High Availability

Compute Cloud@Customer is built to eliminate single points of failure, enabling the system and hosted workloads to remain operational in case of hardware or software faults, and during upgrades and maintenance operations.

Compute Cloud@Customer has redundancy built into its architecture at every level: hardware, controller software, master database, services, and so on. Features such as backup, automated service requests and optional disaster recovery further enhance the system's serviceability and continuity of service.

Hardware Redundancy

The minimum base rack configuration contains redundant networking, storage and server components to ensure that failure of any single element doesn't affect overall system availability.

Data connectivity throughout the system is built on redundant pairs of leaf and spine switches.
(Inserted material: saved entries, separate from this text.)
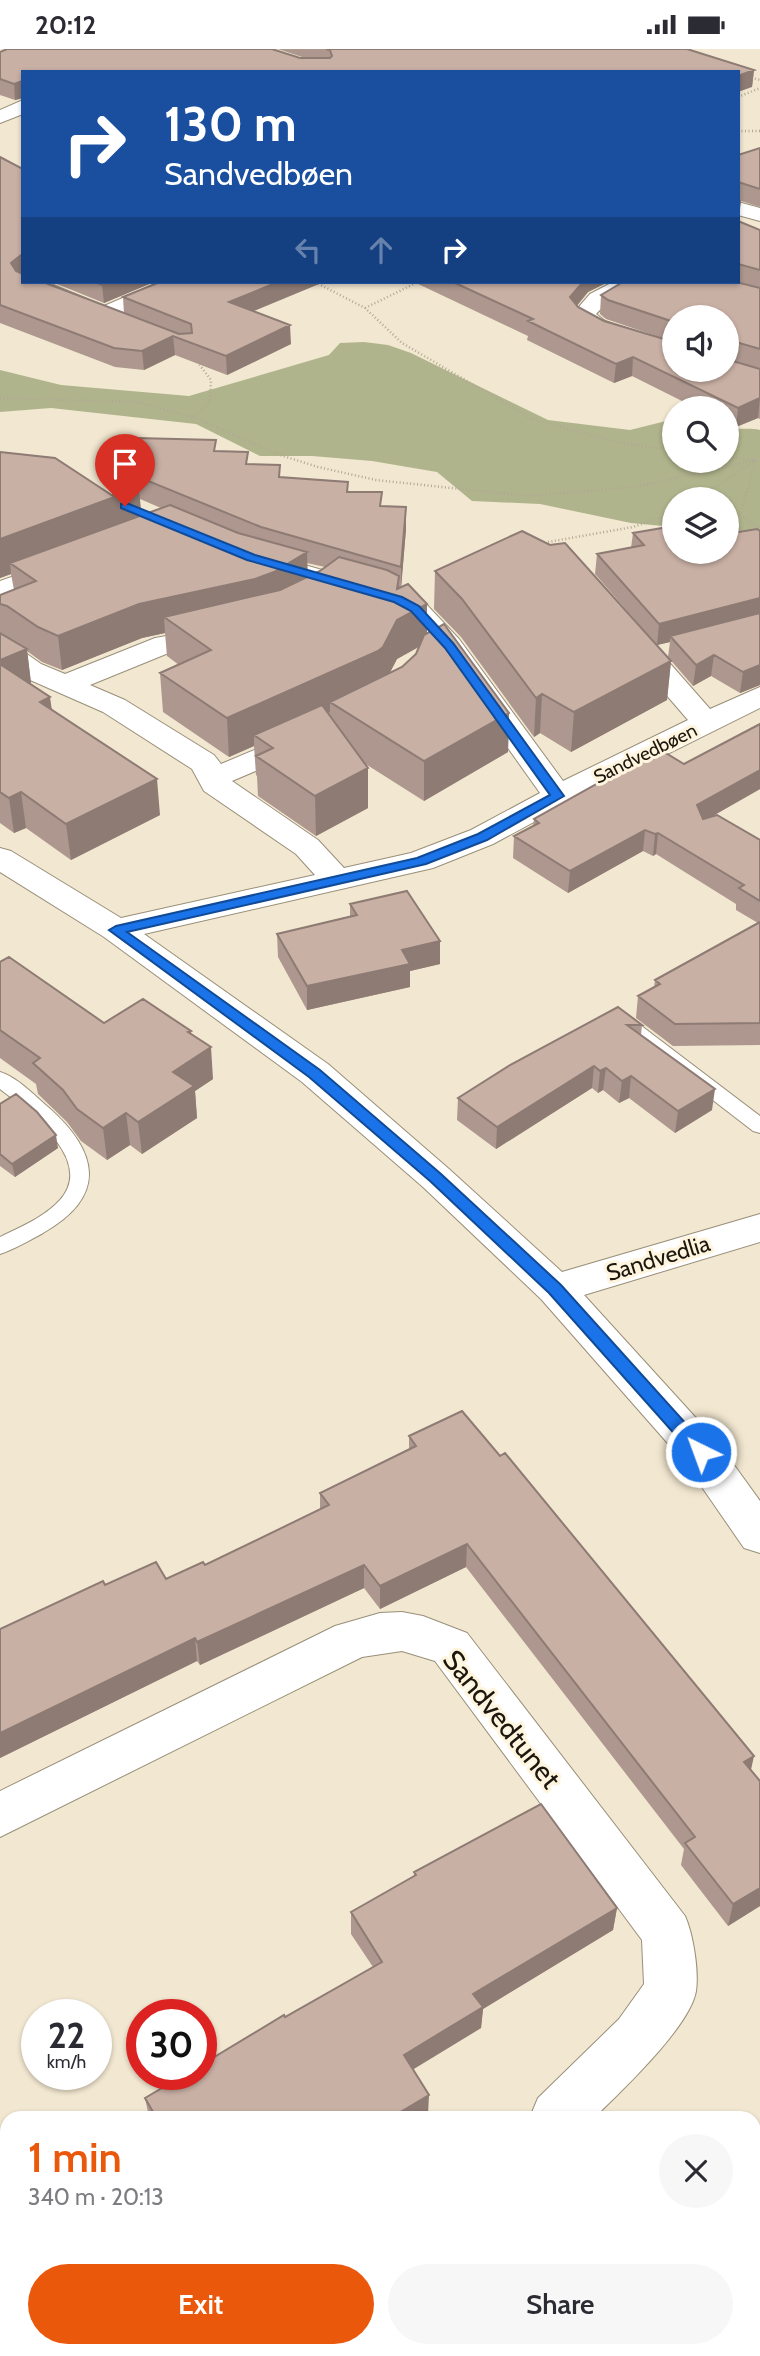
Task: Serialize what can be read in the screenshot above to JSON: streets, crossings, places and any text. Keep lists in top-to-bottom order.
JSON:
{
  "streets": {
    "street": ["Sandvedbøen", "Sandvedlia", "Sandvedtunet"]
  },
  "page": {
    "status": "20:12",
    "turn": ["130 m", "Sandvedbøen"],
    "speed": "22 km/h",
    "limit": "30",
    "heading": ["1 min", "340 m · 20:13"],
    "buttons": ["Exit", "Share"]
  }
}
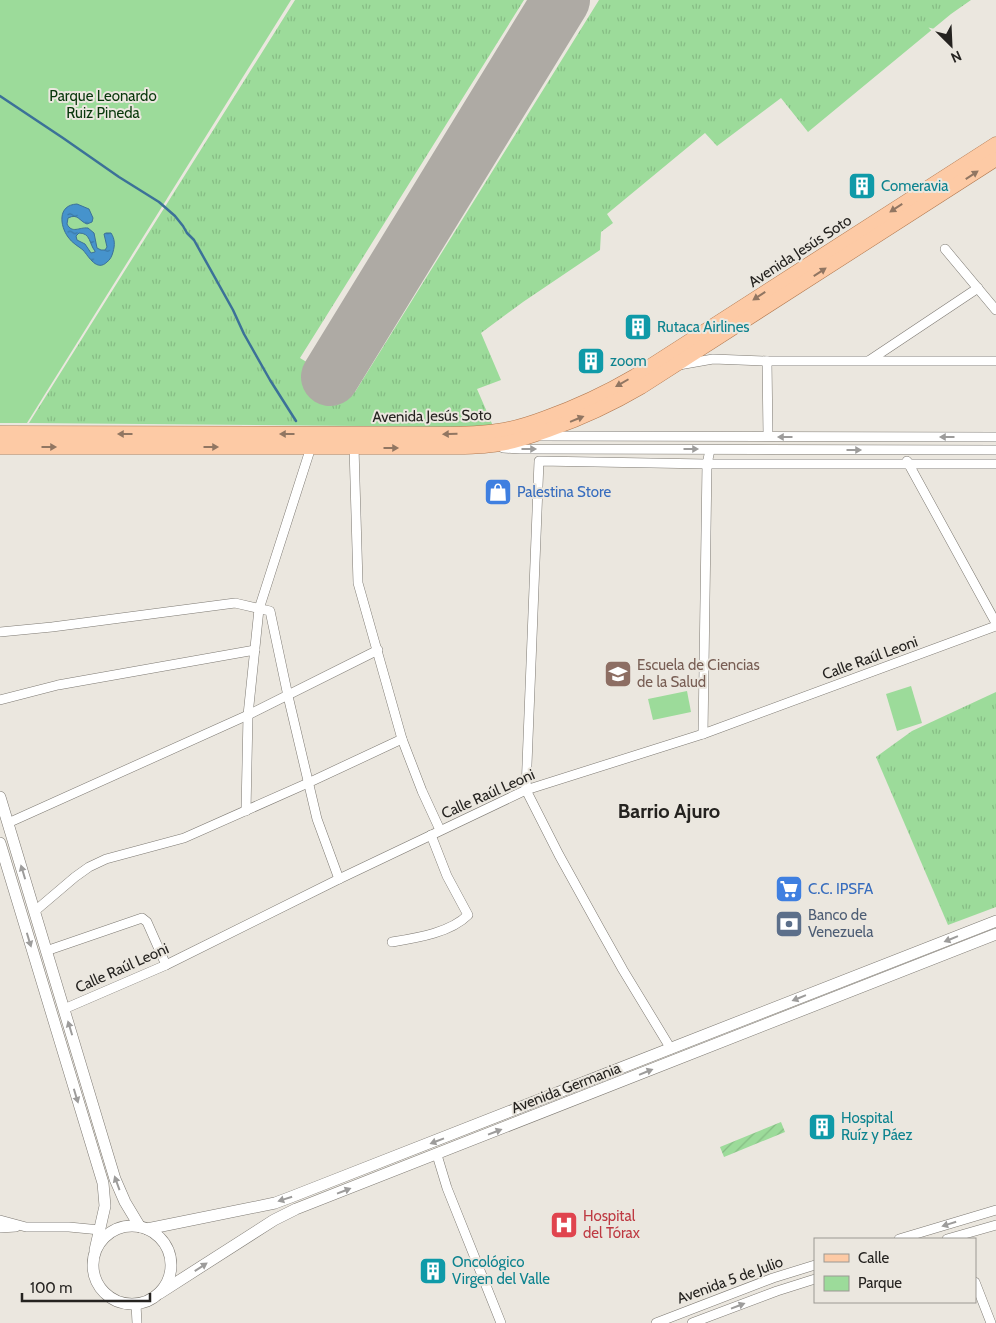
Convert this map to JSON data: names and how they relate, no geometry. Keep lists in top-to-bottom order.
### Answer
{
  "streets": {
    "main road": ["Avenida Jesús Soto"],
    "street": ["Calle Raúl Leoni", "Avenida Germania", "Avenida 5 de Julio"]
  },
  "districts": ["Barrio Ajuro"],
  "parks": ["Parque Leonardo Ruiz Pineda"],
  "places": {
    "building": [
      "Comeravia",
      "Rutaca Airlines",
      "zoom",
      "Hospital Ruíz y Páez",
      "Oncológico Virgen del Valle"
    ],
    "shop": ["Palestina Store"],
    "school or university": ["Escuela de Ciencias de la Salud"],
    "supermarket": ["C.C. IPSFA"],
    "bank": ["Banco de Venezuela"],
    "hospital": ["Hospital del Tórax"]
  },
  "legend": ["Calle", "Parque"],
  "scale_bar": "100 m",
  "north": "bottom right"
}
Link aggregation is configured on all interfaces: switch ports, host NICs and uplinks. The leaf switches interconnect the rack components using cross-cabling to redundant network interfaces in each component. Each leaf switch also has a connection to each of the spine switches, which are also interconnected. The spine switches form the backbone of the network and enable traffic external to the rack. Their uplinks to the data center network consist of two cable pairs, which are cross-connected to two redundant ToR (top-of-rack) switches.
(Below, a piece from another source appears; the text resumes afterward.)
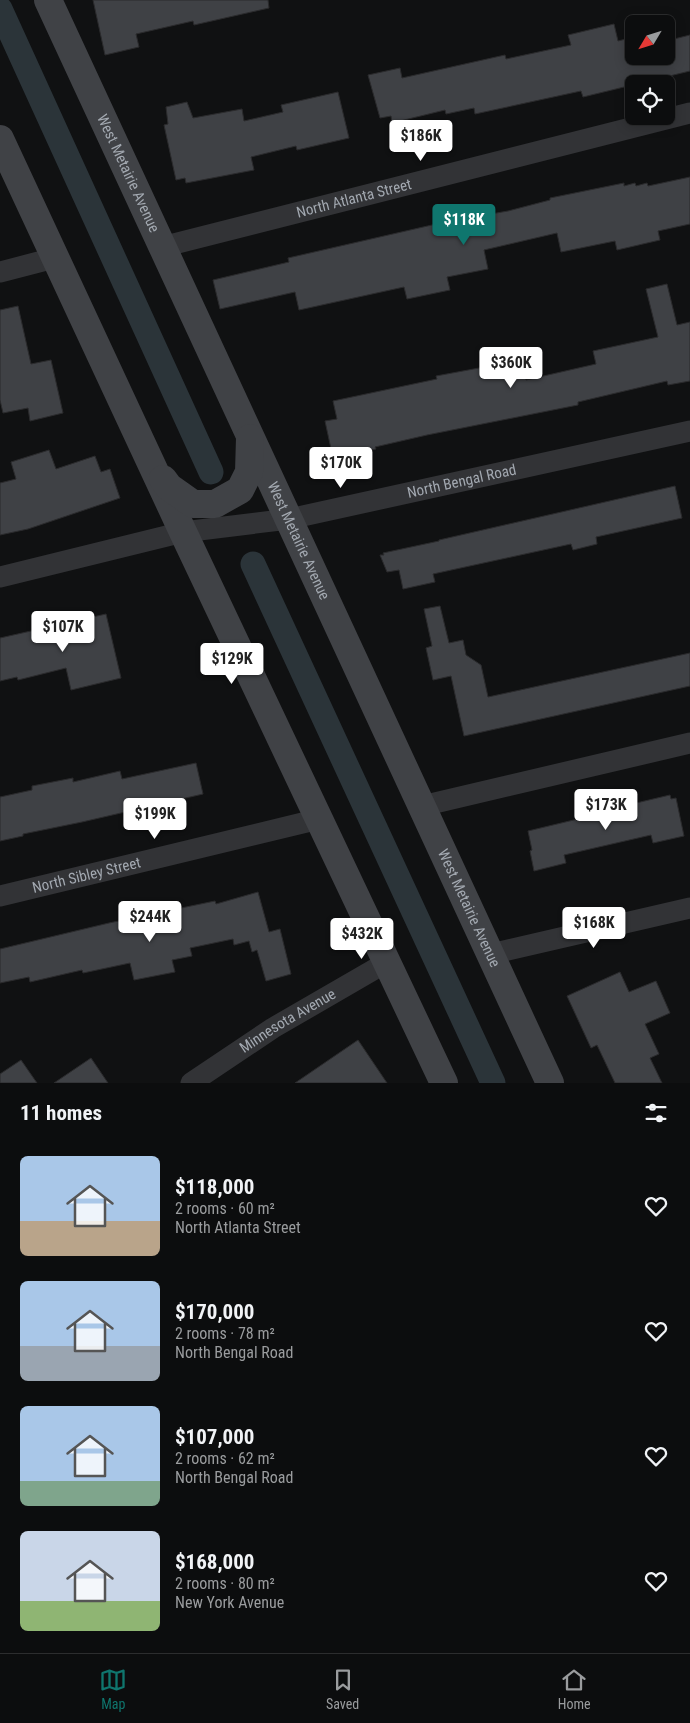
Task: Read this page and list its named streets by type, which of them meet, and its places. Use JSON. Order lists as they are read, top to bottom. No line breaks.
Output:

The management cluster, which runs the controller software and system-level services, consists of three fully active management nodes. Inbound requests pass through the virtual IP of the management node cluster, and are distributed across the three nodes by a load balancer. If one of the nodes stops responding and fences from the cluster, the load balancer continues to send traffic to the two remaining nodes until the failing node is healthy again and rejoins the cluster.

Storage for the system and for the cloud resources in the environment is provided by the internal ZFS Storage Appliance. Its two controllers form an active-active cluster, providing high availability and excellent throughput at the same time. The ZFS pools are built on disks in a mirrored configuration for the best data protection.

System Availability

The software and services layer are deployed on the three-node management cluster, and take advantage of the high availability that's inherent to the cluster design. The Kubernetes container orchestration environment also uses clustering for both its own controller nodes and the service pods it hosts. Many replicas of the microservices are running at any particular time. Nodes and pods are distributed across the management nodes, and Kubernetes ensures that failing pods are replaced with new instances to keep all services running in an active/active setup.
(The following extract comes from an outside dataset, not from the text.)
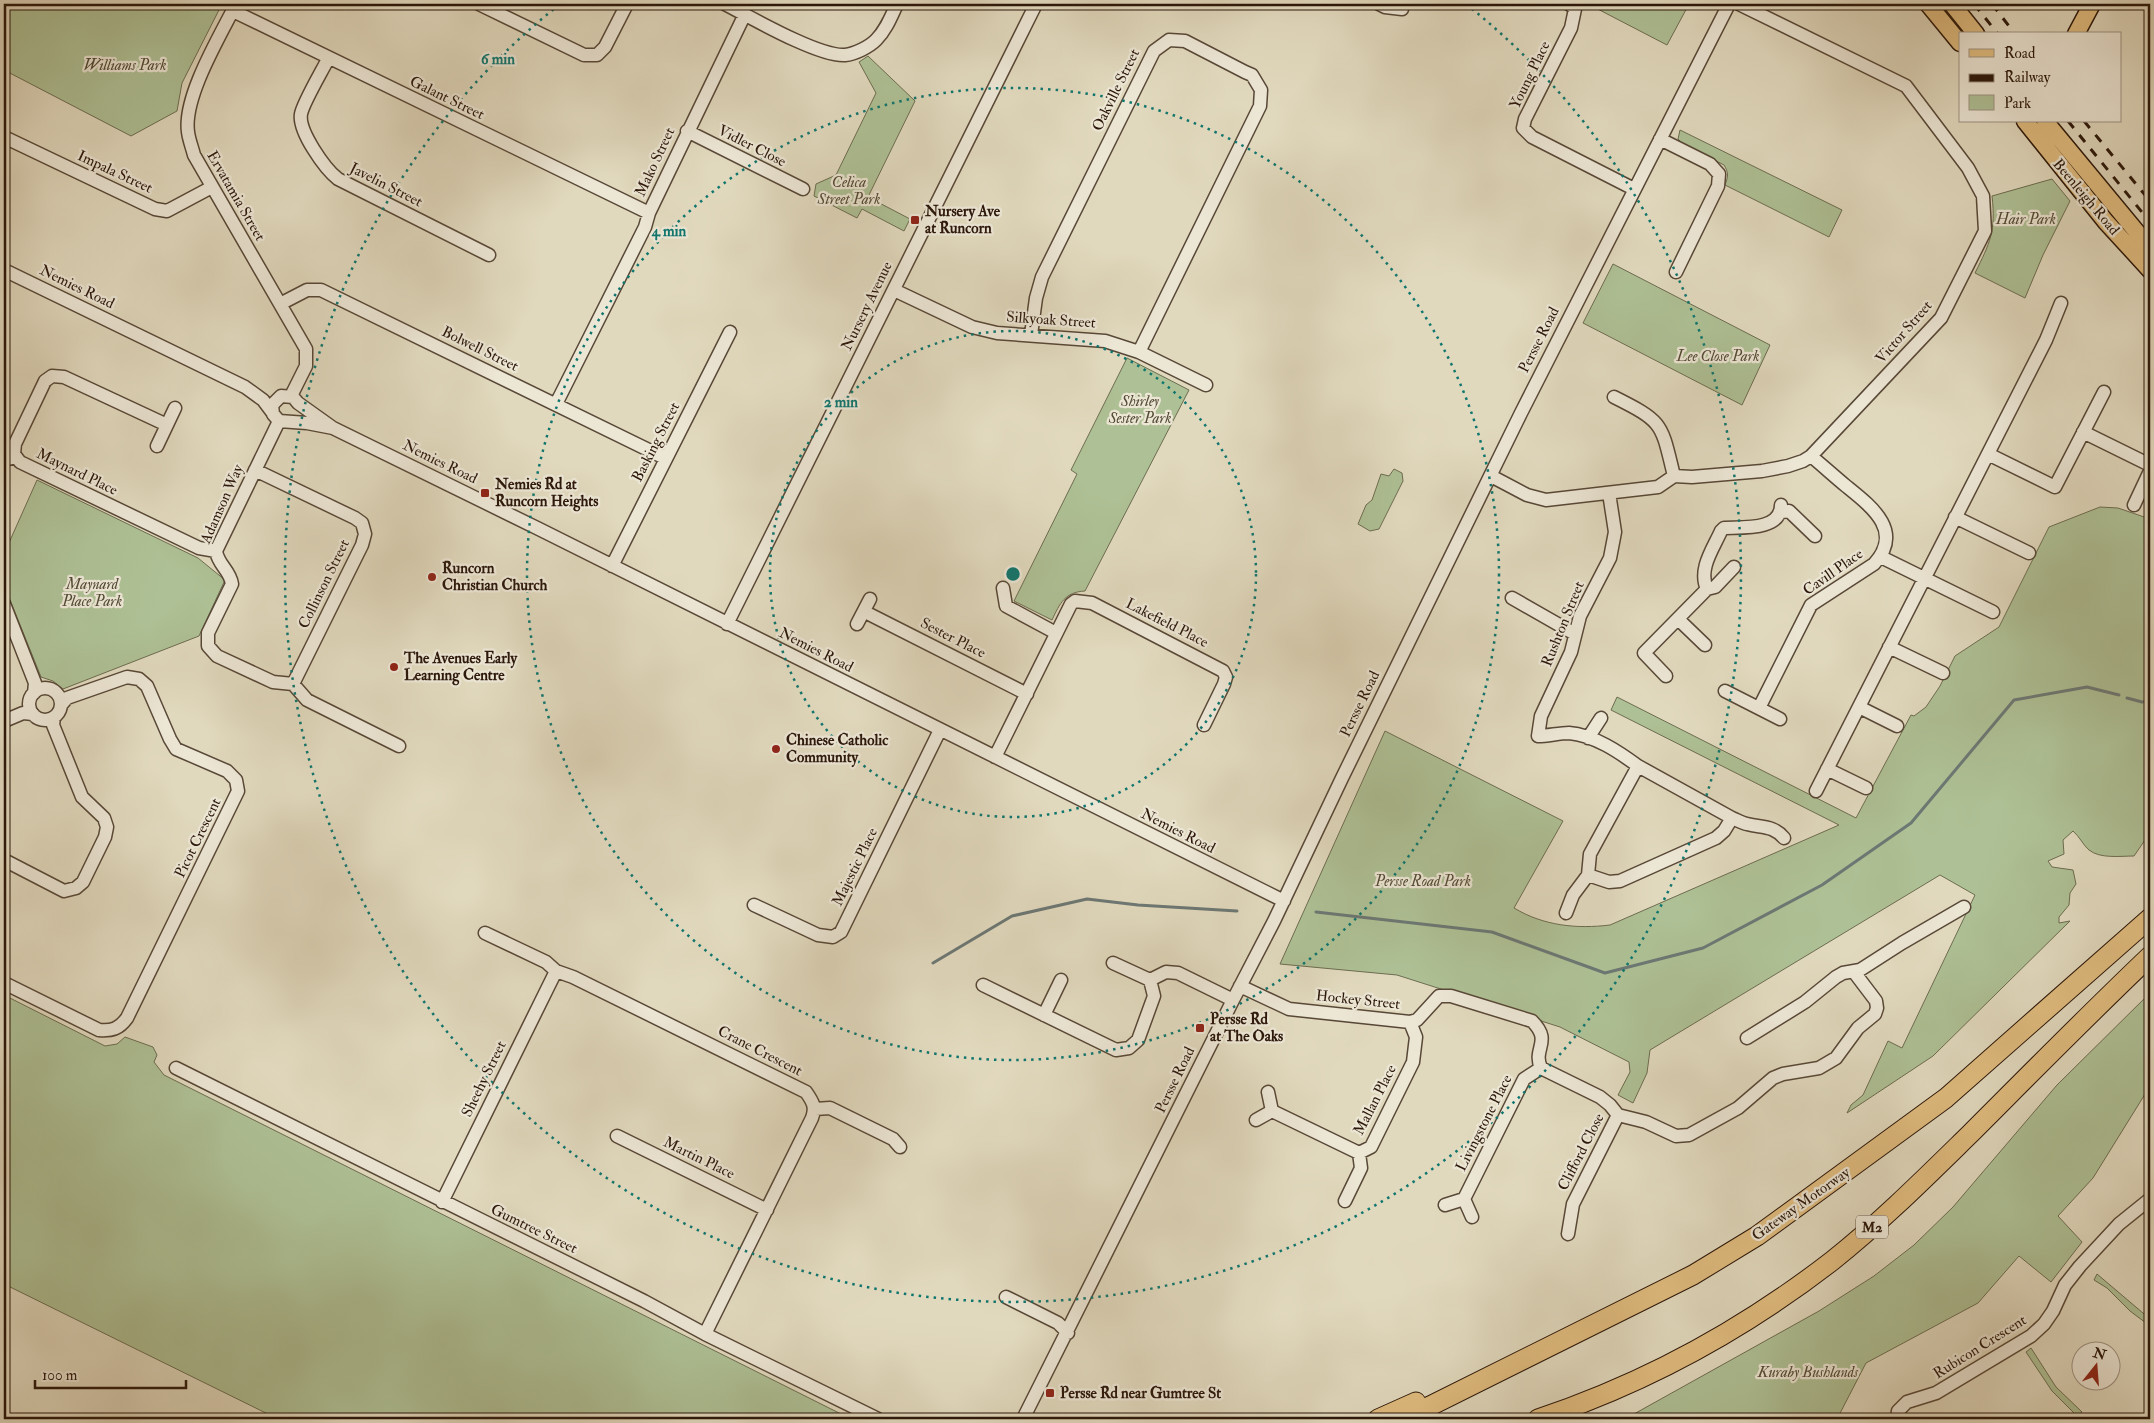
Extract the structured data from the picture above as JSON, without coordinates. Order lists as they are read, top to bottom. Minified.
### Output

All services and components store data in a common, central MySQL database. The MySQL cluster database has instances deployed across the three management nodes. Availability, load balancing, data synchronization and clustering are all controlled by internal components of the MySQL cluster.

A significant part of the system-level infrastructure networking is software-defined. The configuration of virtual switches, routers and gateways isn't stored and managed by the switches, but is distributed across several components of the network architecture. The network controller is deployed as a highly available containerized service.

The upgrade framework leverages the hardware redundancy and the clustered designs to provide rolling upgrades for all components. During the upgrade of one component instance, the remaining instances ensure that there's no downtime. The upgrade is complete when all component instances have been upgraded and returned to normal operation.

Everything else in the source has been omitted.